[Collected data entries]
# # #

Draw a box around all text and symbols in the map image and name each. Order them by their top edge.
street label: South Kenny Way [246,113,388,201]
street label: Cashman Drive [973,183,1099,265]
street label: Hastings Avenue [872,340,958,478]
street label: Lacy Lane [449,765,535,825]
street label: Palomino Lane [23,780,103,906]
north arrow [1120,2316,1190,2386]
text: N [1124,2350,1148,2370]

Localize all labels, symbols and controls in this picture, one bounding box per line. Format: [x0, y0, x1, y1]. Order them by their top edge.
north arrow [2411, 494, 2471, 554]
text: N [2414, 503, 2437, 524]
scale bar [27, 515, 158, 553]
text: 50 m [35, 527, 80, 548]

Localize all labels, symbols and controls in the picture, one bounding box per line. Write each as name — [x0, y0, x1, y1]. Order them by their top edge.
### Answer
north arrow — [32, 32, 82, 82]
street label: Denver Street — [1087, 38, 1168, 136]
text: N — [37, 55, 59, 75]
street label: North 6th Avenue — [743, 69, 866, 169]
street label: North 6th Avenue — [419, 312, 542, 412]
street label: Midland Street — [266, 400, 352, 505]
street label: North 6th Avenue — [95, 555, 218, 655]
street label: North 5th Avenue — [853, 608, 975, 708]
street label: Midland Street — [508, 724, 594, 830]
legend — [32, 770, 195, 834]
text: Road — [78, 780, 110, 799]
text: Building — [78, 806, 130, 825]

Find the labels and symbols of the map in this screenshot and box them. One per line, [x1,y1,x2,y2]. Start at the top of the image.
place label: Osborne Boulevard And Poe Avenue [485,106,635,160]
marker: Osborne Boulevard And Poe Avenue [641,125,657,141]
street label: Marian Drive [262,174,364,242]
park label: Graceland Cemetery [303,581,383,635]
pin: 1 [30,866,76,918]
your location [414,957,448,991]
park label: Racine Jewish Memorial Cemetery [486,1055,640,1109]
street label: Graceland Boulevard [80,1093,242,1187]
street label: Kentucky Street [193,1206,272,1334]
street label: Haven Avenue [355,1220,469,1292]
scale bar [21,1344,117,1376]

# # #

What needs to be done ▸ Each record above is to be reproduced exactly, in full.

Problem solution ▸
Draw a box around all text and symbols in the map image and name each. Order them by their top edge.
street label: South Kenny Way [246,113,388,201]
street label: Cashman Drive [973,183,1099,265]
street label: Hastings Avenue [872,340,958,478]
street label: Lacy Lane [449,765,535,825]
street label: Palomino Lane [23,780,103,906]
north arrow [1120,2316,1190,2386]
text: N [1124,2350,1148,2370]

Localize all labels, symbols and controls in this picture, one bounding box per line. Format: [x0, y0, x1, y1]. Order them by their top edge.
north arrow [2411, 494, 2471, 554]
text: N [2414, 503, 2437, 524]
scale bar [27, 515, 158, 553]
text: 50 m [35, 527, 80, 548]

Localize all labels, symbols and controls in the picture, one bounding box per line. Write each as name — [x0, y0, x1, y1]. Order them by their top edge.
### Answer
north arrow — [32, 32, 82, 82]
street label: Denver Street — [1087, 38, 1168, 136]
text: N — [37, 55, 59, 75]
street label: North 6th Avenue — [743, 69, 866, 169]
street label: North 6th Avenue — [419, 312, 542, 412]
street label: Midland Street — [266, 400, 352, 505]
street label: North 6th Avenue — [95, 555, 218, 655]
street label: North 5th Avenue — [853, 608, 975, 708]
street label: Midland Street — [508, 724, 594, 830]
legend — [32, 770, 195, 834]
text: Road — [78, 780, 110, 799]
text: Building — [78, 806, 130, 825]

Find the labels and symbols of the map in this screenshot and box them. One per line, [x1,y1,x2,y2]. Start at the top of the image.
place label: Osborne Boulevard And Poe Avenue [485,106,635,160]
marker: Osborne Boulevard And Poe Avenue [641,125,657,141]
street label: Marian Drive [262,174,364,242]
park label: Graceland Cemetery [303,581,383,635]
pin: 1 [30,866,76,918]
your location [414,957,448,991]
park label: Racine Jewish Memorial Cemetery [486,1055,640,1109]
street label: Graceland Boulevard [80,1093,242,1187]
street label: Kentucky Street [193,1206,272,1334]
street label: Haven Avenue [355,1220,469,1292]
scale bar [21,1344,117,1376]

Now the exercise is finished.